Unlocking Advanced AI Capabilities: Amazon Bedrock Innovations Simplify Model Fine-Tuning
In brief
- Amazon Bedrock has introduced powerful new tools that make it easier for developers and researchers to fine-tune AI models, leading to more accurate and efficient outcomes.
- By leveraging the Nova models on Bedrock, users can now build custom classifiers that outperform traditional approaches in specific tasks-like intent classification-by improving accuracy and reducing latency.
- This breakthrough is particularly valuable for businesses looking to tailor AI solutions to their unique needs without overfitting or sacrificing performance.
- Additionally, Bedrock now supports Reward Fine-Tuning (RFT), a method proven effective on datasets like GSM8K, which focuses on mathematical reasoning.
- By refining reward functions and monitoring training progress through built-in metrics, developers can achieve more efficient and accurate models.
- This approach not only enhances model capabilities but also streamlines the fine-tuning process, making it accessible to a broader audience.
- Finally, Amazon Bedrock Projects offer a game-changing solution for cost management in AI development.
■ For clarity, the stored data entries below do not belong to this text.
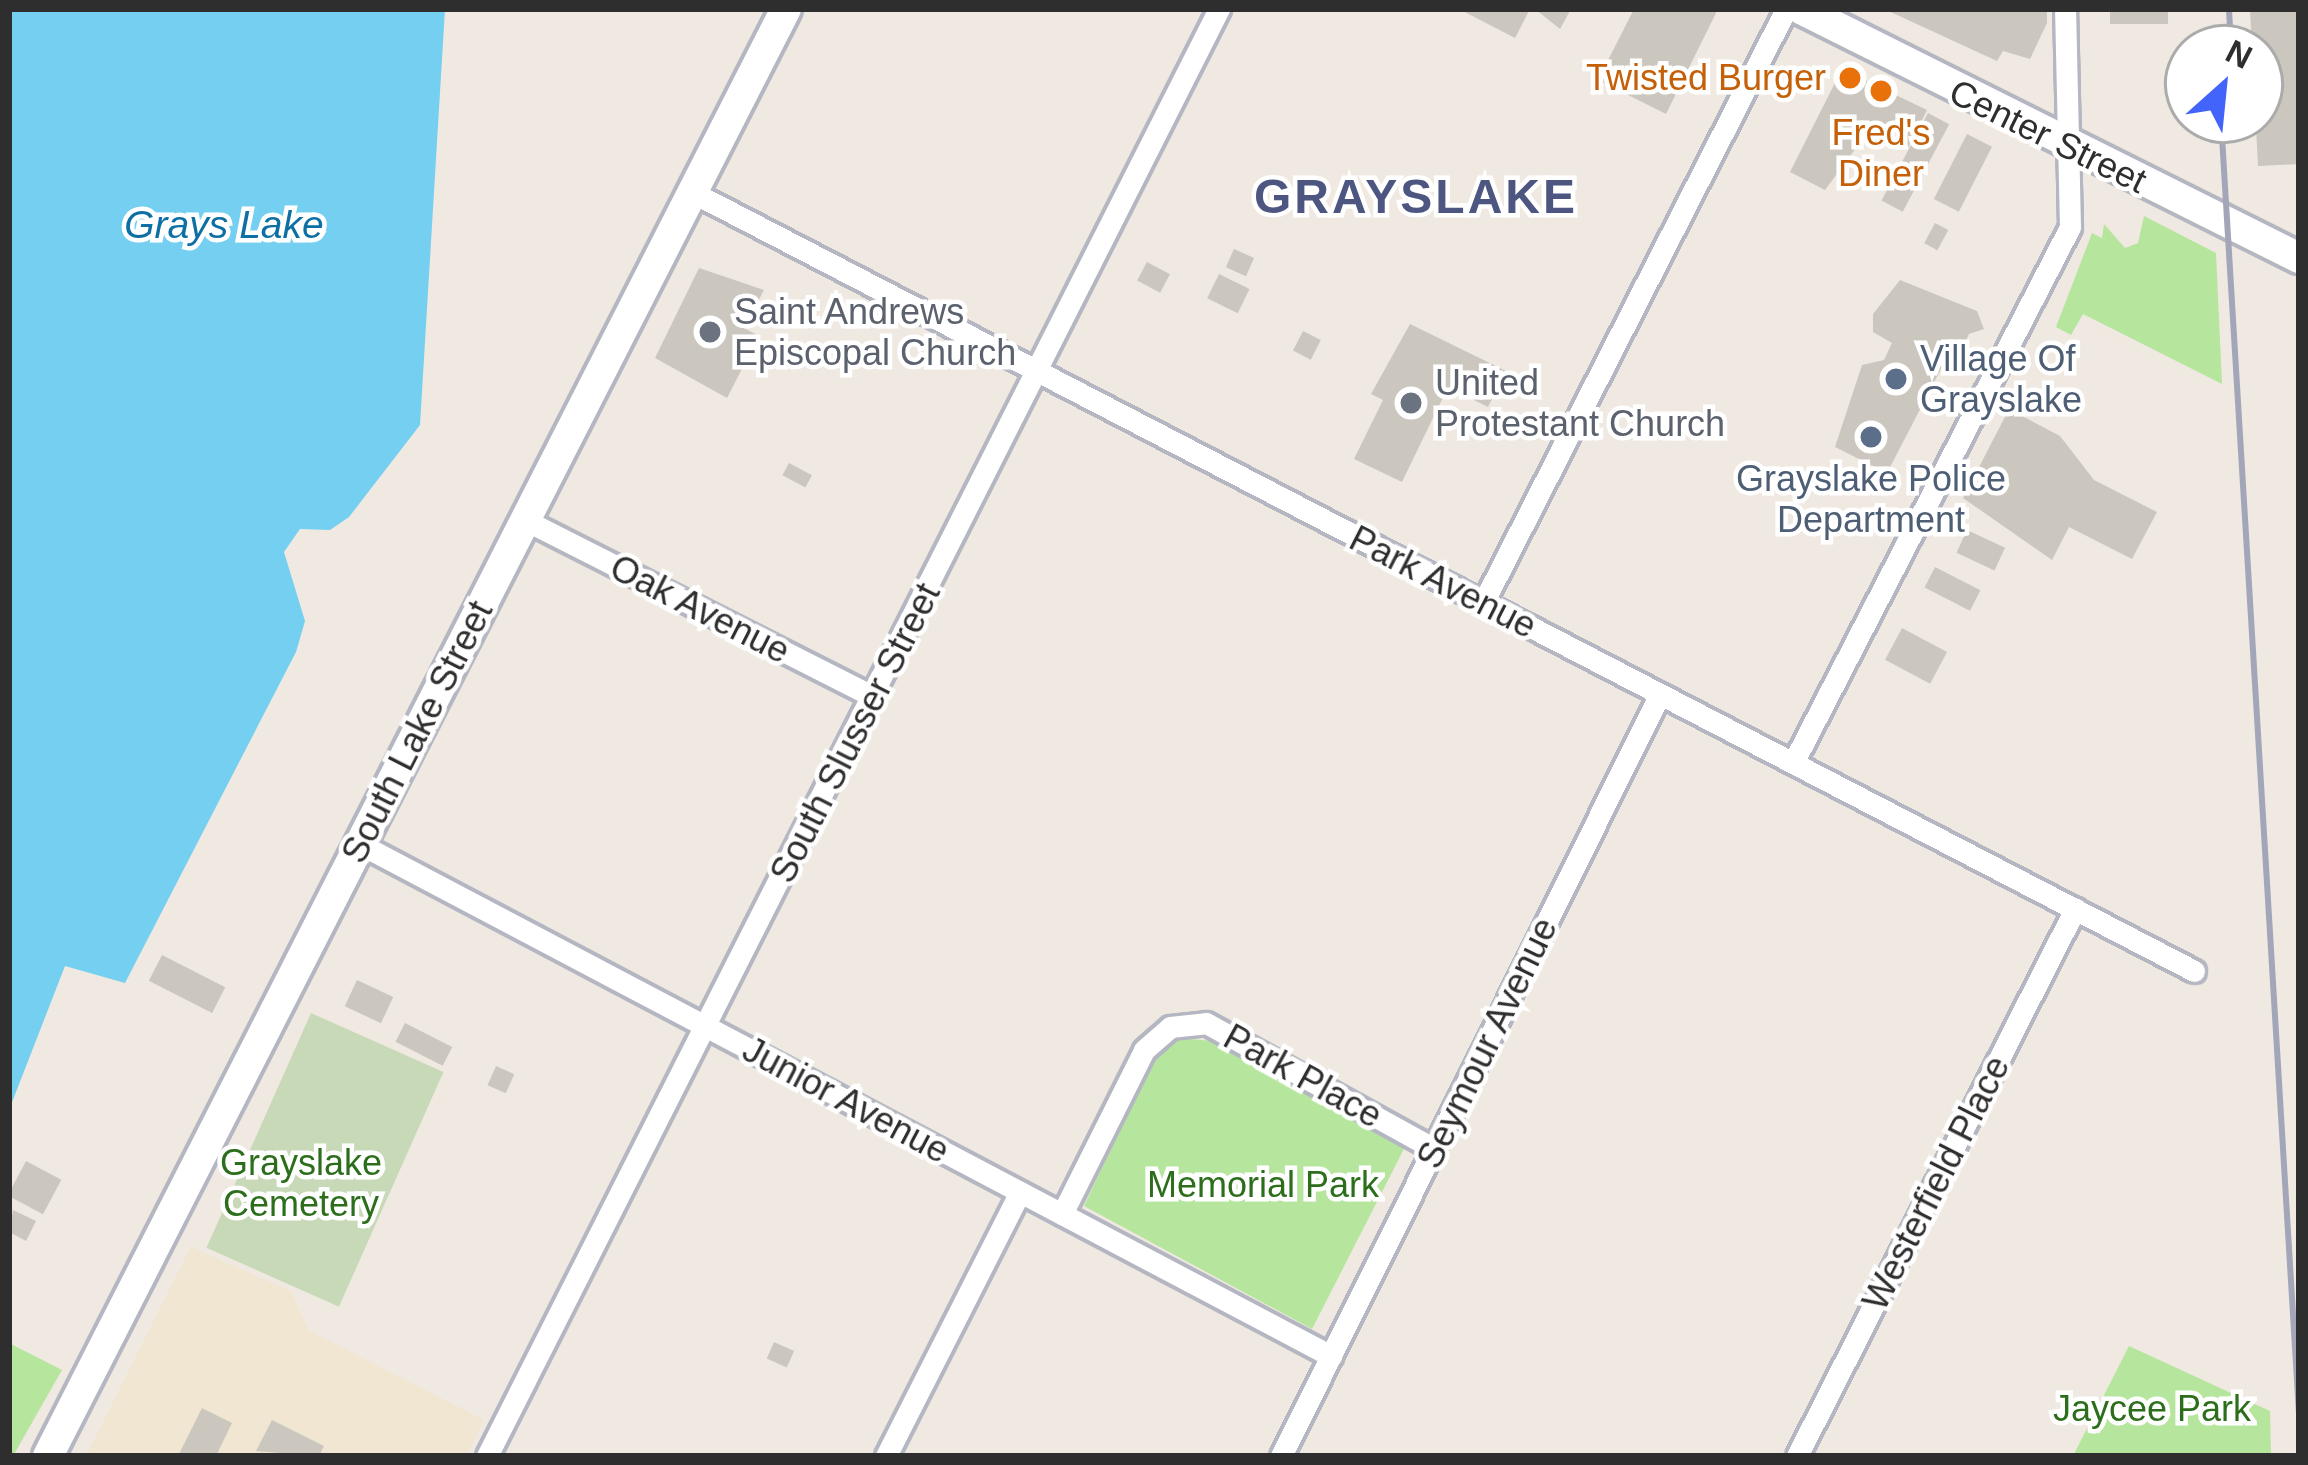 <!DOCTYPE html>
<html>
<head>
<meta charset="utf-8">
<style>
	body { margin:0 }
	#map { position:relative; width:2308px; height:1465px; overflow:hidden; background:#efe9e1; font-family:Arial,sans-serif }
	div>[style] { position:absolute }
	.education>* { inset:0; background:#f0e6d1 }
	.green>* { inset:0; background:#b6e59e }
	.cemetery>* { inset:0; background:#c8d9b8; transform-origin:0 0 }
	.water>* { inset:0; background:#75cff0 }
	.building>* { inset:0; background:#cbc7bf; transform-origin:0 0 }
	.round { border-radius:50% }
	.roads { filter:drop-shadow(3px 0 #b4b7c1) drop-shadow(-3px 0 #b4b7c1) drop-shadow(0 3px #b4b7c1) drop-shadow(0 -3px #b4b7c1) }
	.street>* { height:21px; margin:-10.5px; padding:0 10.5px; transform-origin:10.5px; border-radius:10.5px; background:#fff }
	.secondary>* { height:30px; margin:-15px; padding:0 15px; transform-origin:15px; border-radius:15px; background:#fff }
	.rail>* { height:6px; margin:-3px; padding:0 3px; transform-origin:3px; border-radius:3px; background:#a3a6b8 }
	.dots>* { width:33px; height:33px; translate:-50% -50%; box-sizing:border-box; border:6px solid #fff; border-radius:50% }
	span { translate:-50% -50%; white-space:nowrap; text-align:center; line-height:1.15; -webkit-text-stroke:9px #fff; paint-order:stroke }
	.food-label { font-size:36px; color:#c56008 }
	.right { translate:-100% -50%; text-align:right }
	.street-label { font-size:36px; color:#2e2e2e }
	.worship-label { font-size:36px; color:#5b616d }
	.left { translate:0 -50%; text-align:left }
	.service-label { font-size:36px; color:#4e5e75 }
	.park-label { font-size:36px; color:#2c6e1b }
	.water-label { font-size:39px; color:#0d6fa3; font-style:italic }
	.district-label { font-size:48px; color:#4d5680; font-weight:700; letter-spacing:3px }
	.frame { position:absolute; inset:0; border:12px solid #2e2e2e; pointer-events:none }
	.north { position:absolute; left:2164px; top:24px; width:120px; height:120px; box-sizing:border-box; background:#fff; border:3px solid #ababab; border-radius:50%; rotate:27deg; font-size:33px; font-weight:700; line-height:48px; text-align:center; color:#2e2e2e }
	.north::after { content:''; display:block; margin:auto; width:42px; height:54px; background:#4264fb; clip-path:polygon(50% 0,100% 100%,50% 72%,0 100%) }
</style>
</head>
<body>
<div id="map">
	<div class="education">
		<div style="clip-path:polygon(191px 1247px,291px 1291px,309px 1331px,484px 1420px,466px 1456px,86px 1456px)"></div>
	</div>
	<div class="green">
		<div style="clip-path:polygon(2144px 216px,2216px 253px,2222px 384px,2083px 314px,2071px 335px,2056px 327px,2092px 233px,2102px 238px,2104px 224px,2125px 248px,2138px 243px)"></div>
		<div style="clip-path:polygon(1181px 1038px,1212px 1041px,1408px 1141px,1312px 1329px,1084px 1206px,1155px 1056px)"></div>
		<div style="clip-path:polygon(9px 1343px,62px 1370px,13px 1456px,9px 1456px)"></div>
		<div style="clip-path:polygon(2129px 1346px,2270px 1411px,2271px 1456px,2073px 1456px)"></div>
	</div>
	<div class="cemetery">
		<div style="left:311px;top:1013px;width:145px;height:257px;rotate:24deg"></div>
	</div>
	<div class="water">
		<div style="clip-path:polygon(9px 9px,445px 9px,420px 425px,349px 517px,330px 530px,300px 529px,284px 552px,305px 621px,296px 652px,125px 983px,65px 966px,9px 1110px)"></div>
	</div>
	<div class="building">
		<div style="clip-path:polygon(1459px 9px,1530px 9px,1515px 38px)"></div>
		<div style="clip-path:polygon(1535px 9px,1571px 9px,1560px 29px)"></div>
		<div style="clip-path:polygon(1634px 9px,1718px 9px,1666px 114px,1598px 80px)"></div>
		<div style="clip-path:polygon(1884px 9px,2047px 9px,2047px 23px,2030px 59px,2003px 51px,1997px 61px)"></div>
		<div style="left:2110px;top:9px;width:58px;height:15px"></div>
		<div style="clip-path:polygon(2250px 9px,2299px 9px,2299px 164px,2258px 166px)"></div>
		<div style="clip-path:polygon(1842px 69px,1927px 110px,1908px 148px,1870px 129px,1825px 190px,1790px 172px)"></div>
		<div style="left:1928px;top:113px;width:24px;height:99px;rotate:28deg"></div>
		<div style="left:1967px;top:134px;width:28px;height:73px;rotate:27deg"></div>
		<div style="left:1935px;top:223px;width:15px;height:23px;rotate:28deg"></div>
		<div style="left:1234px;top:249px;width:22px;height:20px;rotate:24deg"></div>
		<div style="left:1147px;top:262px;width:26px;height:21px;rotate:28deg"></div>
		<div style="clip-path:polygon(699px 268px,764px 290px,744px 328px,759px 336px,727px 398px,655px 358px)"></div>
		<div style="left:1219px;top:274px;width:34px;height:27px;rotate:26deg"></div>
		<div style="clip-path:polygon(1900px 280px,1977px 311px,1984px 329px,1969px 334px,1952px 372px,1942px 367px,1887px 473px,1835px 447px,1862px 365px,1884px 360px,1892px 343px,1873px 332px,1873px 314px)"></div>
		<div style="clip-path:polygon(1410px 324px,1506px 371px,1488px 407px,1448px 387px,1402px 482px,1354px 459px,1383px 400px,1371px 394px)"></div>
		<div style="left:1303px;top:331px;width:20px;height:22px;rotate:27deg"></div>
		<div style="clip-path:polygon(2009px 409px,2060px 436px,2094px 480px,2157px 512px,2132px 559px,2069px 527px,2052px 560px,1963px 498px)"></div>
		<div style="left:789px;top:463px;width:26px;height:14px;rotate:28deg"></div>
		<div style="left:1967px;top:530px;width:42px;height:25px;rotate:25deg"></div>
		<div style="left:1935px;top:567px;width:51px;height:23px;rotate:27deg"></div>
		<div style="left:1902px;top:628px;width:51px;height:36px;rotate:28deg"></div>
		<div style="left:162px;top:955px;width:71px;height:29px;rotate:27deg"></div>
		<div style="left:357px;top:980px;width:40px;height:29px;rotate:25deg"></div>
		<div style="left:405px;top:1023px;width:53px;height:21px;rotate:27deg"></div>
		<div style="left:496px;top:1066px;width:20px;height:21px;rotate:24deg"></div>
		<div style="left:26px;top:1161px;width:40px;height:39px;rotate:28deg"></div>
		<div class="round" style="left:1259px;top:1184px;width:16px;height:16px"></div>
		<div style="clip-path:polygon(13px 1210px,36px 1221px,26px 1241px,9px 1232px)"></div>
		<div style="left:774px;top:1342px;width:22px;height:18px;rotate:24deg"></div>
		<div style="clip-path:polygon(202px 1408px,232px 1423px,216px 1456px,178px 1456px)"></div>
		<div style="clip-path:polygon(272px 1420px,324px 1446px,319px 1456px,256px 1451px)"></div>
	</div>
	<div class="roads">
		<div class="street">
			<div style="left:692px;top:192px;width:1692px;rotate:27.41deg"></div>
			<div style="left:525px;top:520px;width:391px;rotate:26.9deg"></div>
			<div style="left:1483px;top:603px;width:667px;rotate:-62.97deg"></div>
			<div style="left:1793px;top:763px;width:603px;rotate:-62.67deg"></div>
			<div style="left:2070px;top:227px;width:218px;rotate:-91.3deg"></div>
			<div style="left:360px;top:844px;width:1098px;rotate:27.8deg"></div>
			<div style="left:1062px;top:1214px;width:183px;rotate:-63.4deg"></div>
			<div style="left:1144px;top:1050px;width:35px;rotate:-41deg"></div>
			<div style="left:1170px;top:1027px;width:36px;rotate:-6deg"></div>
			<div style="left:1206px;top:1023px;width:260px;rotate:28.9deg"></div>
			<div style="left:487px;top:1456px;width:1622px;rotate:-63.17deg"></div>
			<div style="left:886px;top:1456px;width:296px;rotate:-63.1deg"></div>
			<div style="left:1281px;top:1456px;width:851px;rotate:-63.56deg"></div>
			<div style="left:1797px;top:1456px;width:614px;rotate:-63.06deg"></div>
		</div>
		<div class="secondary">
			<div style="left:1801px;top:9px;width:557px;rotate:26.57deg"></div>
			<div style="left:48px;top:1456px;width:1624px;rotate:-62.98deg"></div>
		</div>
	</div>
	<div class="rail">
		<div style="left:2229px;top:9px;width:39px;rotate:87deg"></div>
		<div style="left:2221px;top:120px;width:1295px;rotate:86.55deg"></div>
	</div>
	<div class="dots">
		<div style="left:1850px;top:78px;background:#e8710a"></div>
		<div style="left:1881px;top:91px;background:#e8710a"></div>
		<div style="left:710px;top:332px;background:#6b7280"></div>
		<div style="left:1896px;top:379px;background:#5c6f8a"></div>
		<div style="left:1411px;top:403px;background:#6b7280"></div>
		<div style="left:1871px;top:437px;background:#5c6f8a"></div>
	</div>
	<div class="food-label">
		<span class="right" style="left:1826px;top:78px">Twisted Burger</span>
		<span style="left:1881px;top:153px">Fred's<br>Diner</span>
	</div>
	<div class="street-label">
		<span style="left:2048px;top:136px;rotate:26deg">Center Street</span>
		<span style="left:1443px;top:582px;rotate:27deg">Park Avenue</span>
		<span style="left:700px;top:609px;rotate:27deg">Oak Avenue</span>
		<span style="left:417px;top:732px;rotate:-63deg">South Lake Street</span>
		<span style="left:855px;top:733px;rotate:-63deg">South Slusser Street</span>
		<span style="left:1487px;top:1043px;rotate:-64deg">Seymour Avenue</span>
		<span style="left:1303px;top:1076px;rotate:29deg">Park Place</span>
		<span style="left:846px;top:1100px;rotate:28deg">Junior Avenue</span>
		<span style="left:1936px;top:1183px;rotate:-63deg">Westerfield Place</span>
	</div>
	<div class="worship-label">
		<span class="left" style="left:734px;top:332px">Saint Andrews<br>Episcopal Church</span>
		<span class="left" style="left:1435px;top:403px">United<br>Protestant Church</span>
	</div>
	<div class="service-label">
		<span class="left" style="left:1920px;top:379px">Village Of<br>Grayslake</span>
		<span style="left:1871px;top:499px">Grayslake Police<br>Department</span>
	</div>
	<div class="park-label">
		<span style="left:301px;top:1183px">Grayslake<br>Cemetery</span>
		<span style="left:1263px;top:1185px">Memorial Park</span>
		<span style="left:2152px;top:1409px">Jaycee Park</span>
	</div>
	<div class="water-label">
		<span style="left:224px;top:225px">Grays Lake</span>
	</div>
	<div class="district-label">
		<span style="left:1416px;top:197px">GRAYSLAKE</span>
	</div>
	<div class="frame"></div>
	<div class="north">N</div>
</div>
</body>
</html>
- By tagging workloads and analyzing costs through AWS tools, users can now track and optimize their spending on inference tasks with unprecedented precision.
- This transparency empowers businesses to allocate resources more effectively and scale their AI initiatives without hidden expenses.
- These innovations signal a new era of accessibility and efficiency in AI development, where even complex tasks like model fine-tuning and cost management become manageable for all levels of expertise.
- As Bedrock continues to evolve, developers can expect more tools that push the boundaries of what’s possible with machine learning.
Terms in this brief
- Reward Fine-Tuning
- A method where AI models learn by adjusting their reward functions based on feedback, enhancing accuracy and efficiency in specific tasks like mathematical reasoning. This technique allows developers to refine model performance without overfitting, making it accessible to a broader audience.
Read full story at AWS ML Blog →
More briefs
AI Tool Tracks Harmful Algal Blooms
NASA scientists have developed an artificial intelligence tool to track harmful algal blooms. The tool fuses data from five satellite datasets to detect blooms. This matters because severe blooms can pose health risks and cost coastal economies tens of millions of dollars every year. The new AI tool could help communities determine where to focus their efforts and drive collaboration between specialists. It will help track harmful algal blooms in the future.
Amazon SageMaker AI Supports OpenAI API
Amazon SageMaker AI now supports OpenAI-compatible API for real-time inference endpoints. This means users can invoke models on SageMaker AI by changing only their endpoint URL. This change matters because it allows users to run AI models on dedicated GPU instances in their own account. They can host multiple models on a single SageMaker AI endpoint using inference components. Each model gets its own resource allocation and is callable through the same OpenAI SDK. Users can now create time-limited bearer tokens for their endpoints and use them with OpenAI clients. This makes it easier to deploy and invoke AI models without needing custom clients or code rewrites. New AI applications will be built using this feature.
Google Launches Gemini 3.5 Flash
Google launched Gemini 3.5 Flash, a new model that combines frontier intelligence with action. Gemini 3.5 Flash is generally available and delivers intelligence that rivals large flagship models at fast speeds. It outperforms Gemini 3.1 Pro on coding and agentic benchmarks. This matters because it can help developers complete tasks in a fraction of the time, often at less than half the cost of other frontier models. Gemini 3.5 Flash will help developers build and create new applications faster and more efficiently.
DelivMeds AI Formed in $4 Billion Deal
Datavault AI and Wellgistics Health formed DelivMeds AI in a deal worth $4 billion. The new company will connect 6500 pharmacies and 200 manufacturers to improve healthcare data management and pharmaceutical delivery. It will also use biometric verification and AI-enabled drones for diagnostics and delivery. DelivMeds AI will launch its Health Lives Here program in North Carolina in July 2026.
Google AI Search Usage Doubles Every Quarter
Google started testing AI Mode for search over a year ago and it now has more than 1 billion monthly users. AI Mode usage has been doubling every quarter since its launch. The number of searches is increasing because AI Mode invites a conversational experience and each follow-up query counts as a search. More than one in six searches in the US now use voice or images, with image searches growing over 40% month-over-month. Google will continue to expand its AI search features to change the way people search.